## What you need to do
From the listing below, copy only the lines running from the line that contains "ctx.strokeStyle = color;" to the line that contains "ctx.font = font", both included.

## Entries shown
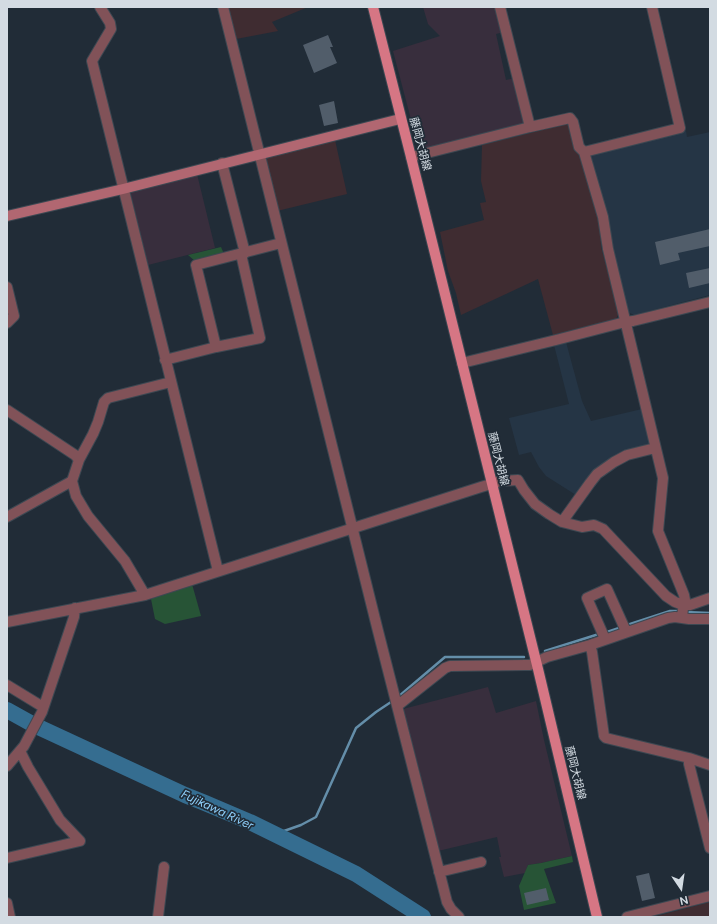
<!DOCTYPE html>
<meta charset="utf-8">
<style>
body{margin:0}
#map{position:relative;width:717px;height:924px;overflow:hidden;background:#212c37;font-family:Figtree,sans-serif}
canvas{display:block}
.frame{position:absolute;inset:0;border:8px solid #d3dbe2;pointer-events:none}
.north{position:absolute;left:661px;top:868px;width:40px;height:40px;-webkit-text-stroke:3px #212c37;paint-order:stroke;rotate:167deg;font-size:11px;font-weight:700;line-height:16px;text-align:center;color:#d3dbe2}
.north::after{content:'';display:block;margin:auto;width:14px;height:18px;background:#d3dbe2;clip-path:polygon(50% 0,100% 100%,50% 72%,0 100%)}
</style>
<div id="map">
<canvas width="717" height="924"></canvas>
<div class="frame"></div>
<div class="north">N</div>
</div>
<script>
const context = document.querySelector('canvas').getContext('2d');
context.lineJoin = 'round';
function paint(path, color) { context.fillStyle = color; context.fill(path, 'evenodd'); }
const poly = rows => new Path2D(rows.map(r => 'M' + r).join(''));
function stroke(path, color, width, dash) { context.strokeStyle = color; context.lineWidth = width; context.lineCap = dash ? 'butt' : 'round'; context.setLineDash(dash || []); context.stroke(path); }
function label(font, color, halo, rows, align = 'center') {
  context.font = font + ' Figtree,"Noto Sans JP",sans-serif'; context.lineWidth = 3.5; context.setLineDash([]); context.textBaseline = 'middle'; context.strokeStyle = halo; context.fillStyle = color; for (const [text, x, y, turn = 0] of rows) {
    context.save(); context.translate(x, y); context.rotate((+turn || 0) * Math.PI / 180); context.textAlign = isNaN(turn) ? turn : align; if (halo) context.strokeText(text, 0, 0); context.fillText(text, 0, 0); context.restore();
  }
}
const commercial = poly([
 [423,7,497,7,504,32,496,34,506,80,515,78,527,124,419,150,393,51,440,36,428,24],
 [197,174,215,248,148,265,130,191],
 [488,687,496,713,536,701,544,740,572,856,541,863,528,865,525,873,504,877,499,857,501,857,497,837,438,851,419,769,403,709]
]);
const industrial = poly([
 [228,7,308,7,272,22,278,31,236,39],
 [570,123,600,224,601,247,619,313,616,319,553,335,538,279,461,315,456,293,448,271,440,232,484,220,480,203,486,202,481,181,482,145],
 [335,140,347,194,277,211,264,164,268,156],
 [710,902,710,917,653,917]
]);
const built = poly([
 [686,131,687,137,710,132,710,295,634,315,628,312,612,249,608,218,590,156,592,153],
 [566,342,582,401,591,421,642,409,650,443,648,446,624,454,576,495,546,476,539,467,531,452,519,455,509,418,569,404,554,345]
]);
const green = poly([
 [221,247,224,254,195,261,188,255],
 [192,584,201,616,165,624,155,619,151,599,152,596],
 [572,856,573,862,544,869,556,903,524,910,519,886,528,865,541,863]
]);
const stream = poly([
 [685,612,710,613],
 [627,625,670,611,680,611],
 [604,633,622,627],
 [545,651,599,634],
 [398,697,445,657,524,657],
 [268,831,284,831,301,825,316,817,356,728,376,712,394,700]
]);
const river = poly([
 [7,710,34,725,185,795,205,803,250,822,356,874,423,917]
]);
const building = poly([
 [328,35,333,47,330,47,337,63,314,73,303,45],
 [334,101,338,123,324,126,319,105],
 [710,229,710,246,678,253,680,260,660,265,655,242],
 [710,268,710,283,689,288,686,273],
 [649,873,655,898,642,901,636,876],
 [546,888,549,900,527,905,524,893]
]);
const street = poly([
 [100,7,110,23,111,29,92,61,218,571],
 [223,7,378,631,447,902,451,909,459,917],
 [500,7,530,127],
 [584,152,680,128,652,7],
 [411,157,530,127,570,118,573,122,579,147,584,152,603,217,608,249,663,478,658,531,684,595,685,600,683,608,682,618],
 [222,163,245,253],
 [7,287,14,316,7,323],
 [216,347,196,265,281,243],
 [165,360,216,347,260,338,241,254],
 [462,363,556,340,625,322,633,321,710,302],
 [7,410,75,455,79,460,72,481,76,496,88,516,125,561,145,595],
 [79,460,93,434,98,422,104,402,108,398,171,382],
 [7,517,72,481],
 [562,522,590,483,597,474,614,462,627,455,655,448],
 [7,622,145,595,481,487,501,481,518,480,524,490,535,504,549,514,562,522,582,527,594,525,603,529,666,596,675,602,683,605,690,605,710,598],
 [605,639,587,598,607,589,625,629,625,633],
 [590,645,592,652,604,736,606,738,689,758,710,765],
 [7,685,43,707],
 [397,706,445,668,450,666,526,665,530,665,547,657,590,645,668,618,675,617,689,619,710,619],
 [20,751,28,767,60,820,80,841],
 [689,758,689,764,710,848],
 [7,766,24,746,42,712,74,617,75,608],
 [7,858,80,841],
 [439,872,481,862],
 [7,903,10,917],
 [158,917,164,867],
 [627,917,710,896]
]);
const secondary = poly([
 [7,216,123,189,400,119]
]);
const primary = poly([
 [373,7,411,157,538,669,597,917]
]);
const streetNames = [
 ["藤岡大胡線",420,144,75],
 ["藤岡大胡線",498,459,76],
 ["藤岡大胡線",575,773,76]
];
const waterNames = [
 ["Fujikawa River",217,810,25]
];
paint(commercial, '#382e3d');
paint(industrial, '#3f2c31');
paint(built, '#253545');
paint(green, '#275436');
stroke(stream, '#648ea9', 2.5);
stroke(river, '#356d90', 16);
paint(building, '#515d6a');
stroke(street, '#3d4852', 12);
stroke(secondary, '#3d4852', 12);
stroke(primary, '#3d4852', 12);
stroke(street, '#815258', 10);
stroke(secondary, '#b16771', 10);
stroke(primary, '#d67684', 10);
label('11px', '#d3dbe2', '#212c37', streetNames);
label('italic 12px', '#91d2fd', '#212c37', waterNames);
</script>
==
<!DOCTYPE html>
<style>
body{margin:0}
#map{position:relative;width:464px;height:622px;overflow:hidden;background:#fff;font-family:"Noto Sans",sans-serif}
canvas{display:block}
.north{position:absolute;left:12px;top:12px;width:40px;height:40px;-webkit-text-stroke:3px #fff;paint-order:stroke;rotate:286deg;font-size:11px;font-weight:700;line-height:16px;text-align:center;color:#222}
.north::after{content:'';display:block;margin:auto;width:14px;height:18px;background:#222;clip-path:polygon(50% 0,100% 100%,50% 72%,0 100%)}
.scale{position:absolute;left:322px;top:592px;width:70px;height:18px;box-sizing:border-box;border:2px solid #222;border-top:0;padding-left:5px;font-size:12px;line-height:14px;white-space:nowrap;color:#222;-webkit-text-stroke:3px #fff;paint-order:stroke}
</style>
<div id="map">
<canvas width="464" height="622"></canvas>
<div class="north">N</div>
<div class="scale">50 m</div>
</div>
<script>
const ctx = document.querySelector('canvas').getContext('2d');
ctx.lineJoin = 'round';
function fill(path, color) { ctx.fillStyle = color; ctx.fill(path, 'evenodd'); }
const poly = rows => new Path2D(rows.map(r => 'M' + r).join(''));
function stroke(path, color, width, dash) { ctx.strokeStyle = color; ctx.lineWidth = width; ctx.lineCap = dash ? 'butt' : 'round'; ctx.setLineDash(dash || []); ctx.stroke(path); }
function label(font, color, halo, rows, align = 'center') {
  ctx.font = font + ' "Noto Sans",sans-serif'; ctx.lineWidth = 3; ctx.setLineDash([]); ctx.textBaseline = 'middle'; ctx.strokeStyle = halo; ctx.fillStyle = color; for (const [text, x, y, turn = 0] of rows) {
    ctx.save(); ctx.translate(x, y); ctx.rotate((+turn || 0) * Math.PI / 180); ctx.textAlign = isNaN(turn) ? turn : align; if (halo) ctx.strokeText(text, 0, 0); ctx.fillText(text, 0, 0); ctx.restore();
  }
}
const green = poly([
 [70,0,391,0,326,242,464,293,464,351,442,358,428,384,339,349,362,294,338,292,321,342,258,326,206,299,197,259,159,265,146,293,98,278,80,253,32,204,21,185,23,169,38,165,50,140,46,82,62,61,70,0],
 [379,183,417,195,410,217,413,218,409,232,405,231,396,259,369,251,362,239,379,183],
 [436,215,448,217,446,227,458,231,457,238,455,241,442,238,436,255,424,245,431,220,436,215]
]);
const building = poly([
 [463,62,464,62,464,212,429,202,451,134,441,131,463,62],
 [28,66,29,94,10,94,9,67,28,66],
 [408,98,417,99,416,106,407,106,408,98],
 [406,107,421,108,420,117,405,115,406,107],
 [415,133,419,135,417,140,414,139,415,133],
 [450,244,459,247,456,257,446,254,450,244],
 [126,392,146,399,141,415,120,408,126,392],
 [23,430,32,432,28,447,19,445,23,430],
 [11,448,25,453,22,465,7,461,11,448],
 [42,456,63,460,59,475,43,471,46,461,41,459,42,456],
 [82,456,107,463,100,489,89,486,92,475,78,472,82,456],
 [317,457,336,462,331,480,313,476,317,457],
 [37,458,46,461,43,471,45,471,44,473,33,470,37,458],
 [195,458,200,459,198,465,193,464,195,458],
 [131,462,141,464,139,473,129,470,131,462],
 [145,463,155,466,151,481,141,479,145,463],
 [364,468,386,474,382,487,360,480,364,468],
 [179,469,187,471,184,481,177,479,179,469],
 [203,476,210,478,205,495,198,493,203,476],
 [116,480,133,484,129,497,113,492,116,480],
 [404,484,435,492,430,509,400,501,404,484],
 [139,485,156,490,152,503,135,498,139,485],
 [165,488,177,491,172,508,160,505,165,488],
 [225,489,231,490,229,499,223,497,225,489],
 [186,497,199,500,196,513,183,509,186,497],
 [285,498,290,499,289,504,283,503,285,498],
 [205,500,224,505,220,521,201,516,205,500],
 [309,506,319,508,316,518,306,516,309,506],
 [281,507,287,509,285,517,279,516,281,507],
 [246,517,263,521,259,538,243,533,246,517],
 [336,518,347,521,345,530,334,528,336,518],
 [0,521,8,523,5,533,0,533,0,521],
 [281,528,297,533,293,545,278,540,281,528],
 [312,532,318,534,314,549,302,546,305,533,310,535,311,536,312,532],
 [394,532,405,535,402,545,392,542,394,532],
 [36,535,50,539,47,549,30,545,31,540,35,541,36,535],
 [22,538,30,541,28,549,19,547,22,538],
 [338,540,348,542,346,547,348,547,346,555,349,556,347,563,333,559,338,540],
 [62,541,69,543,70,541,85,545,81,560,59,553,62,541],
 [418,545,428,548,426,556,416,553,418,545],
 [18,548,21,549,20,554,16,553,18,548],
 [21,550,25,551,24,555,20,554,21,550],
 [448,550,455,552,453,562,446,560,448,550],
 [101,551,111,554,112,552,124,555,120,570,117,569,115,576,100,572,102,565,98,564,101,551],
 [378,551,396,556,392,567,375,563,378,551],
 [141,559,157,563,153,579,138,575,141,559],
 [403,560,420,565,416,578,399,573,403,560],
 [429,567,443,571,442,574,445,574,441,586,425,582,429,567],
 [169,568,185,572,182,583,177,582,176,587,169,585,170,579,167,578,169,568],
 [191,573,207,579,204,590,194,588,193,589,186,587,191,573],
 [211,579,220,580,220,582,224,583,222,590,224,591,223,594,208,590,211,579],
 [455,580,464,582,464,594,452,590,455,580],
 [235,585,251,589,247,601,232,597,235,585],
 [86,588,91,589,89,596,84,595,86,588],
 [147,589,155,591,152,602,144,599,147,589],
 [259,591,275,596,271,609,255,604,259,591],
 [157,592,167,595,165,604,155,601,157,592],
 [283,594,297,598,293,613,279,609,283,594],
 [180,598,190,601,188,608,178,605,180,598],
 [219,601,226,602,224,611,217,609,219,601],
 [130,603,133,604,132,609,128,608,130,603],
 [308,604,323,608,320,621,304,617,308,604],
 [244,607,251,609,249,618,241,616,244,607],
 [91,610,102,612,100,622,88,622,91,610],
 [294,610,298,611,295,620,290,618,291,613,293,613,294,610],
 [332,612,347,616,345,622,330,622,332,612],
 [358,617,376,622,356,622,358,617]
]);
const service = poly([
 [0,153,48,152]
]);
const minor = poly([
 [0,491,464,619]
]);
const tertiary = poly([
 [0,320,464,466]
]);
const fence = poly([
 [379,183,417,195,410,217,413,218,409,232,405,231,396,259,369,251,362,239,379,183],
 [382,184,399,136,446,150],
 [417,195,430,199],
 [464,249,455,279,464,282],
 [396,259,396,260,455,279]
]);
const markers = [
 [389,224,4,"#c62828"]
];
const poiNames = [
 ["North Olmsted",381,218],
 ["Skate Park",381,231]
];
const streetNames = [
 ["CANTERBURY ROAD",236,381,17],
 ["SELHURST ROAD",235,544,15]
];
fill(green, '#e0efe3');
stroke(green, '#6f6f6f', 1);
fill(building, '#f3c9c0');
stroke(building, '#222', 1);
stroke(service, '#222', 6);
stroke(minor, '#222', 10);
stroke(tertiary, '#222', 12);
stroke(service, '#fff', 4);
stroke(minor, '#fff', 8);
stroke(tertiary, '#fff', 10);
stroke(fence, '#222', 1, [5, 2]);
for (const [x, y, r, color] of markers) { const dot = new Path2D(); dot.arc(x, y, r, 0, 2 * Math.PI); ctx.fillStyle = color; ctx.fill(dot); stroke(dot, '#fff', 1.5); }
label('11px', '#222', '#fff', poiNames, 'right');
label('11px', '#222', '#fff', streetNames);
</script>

## Exercise response
function stroke(path, color, width, dash) { ctx.strokeStyle = color; ctx.lineWidth = width; ctx.lineCap = dash ? 'butt' : 'round'; ctx.setLineDash(dash || []); ctx.stroke(path); }
function label(font, color, halo, rows, align = 'center') {
  ctx.font = font + ' "Noto Sans",sans-serif'; ctx.lineWidth = 3; ctx.setLineDash([]); ctx.textBaseline = 'middle'; ctx.strokeStyle = halo; ctx.fillStyle = color; for (const [text, x, y, turn = 0] of rows) {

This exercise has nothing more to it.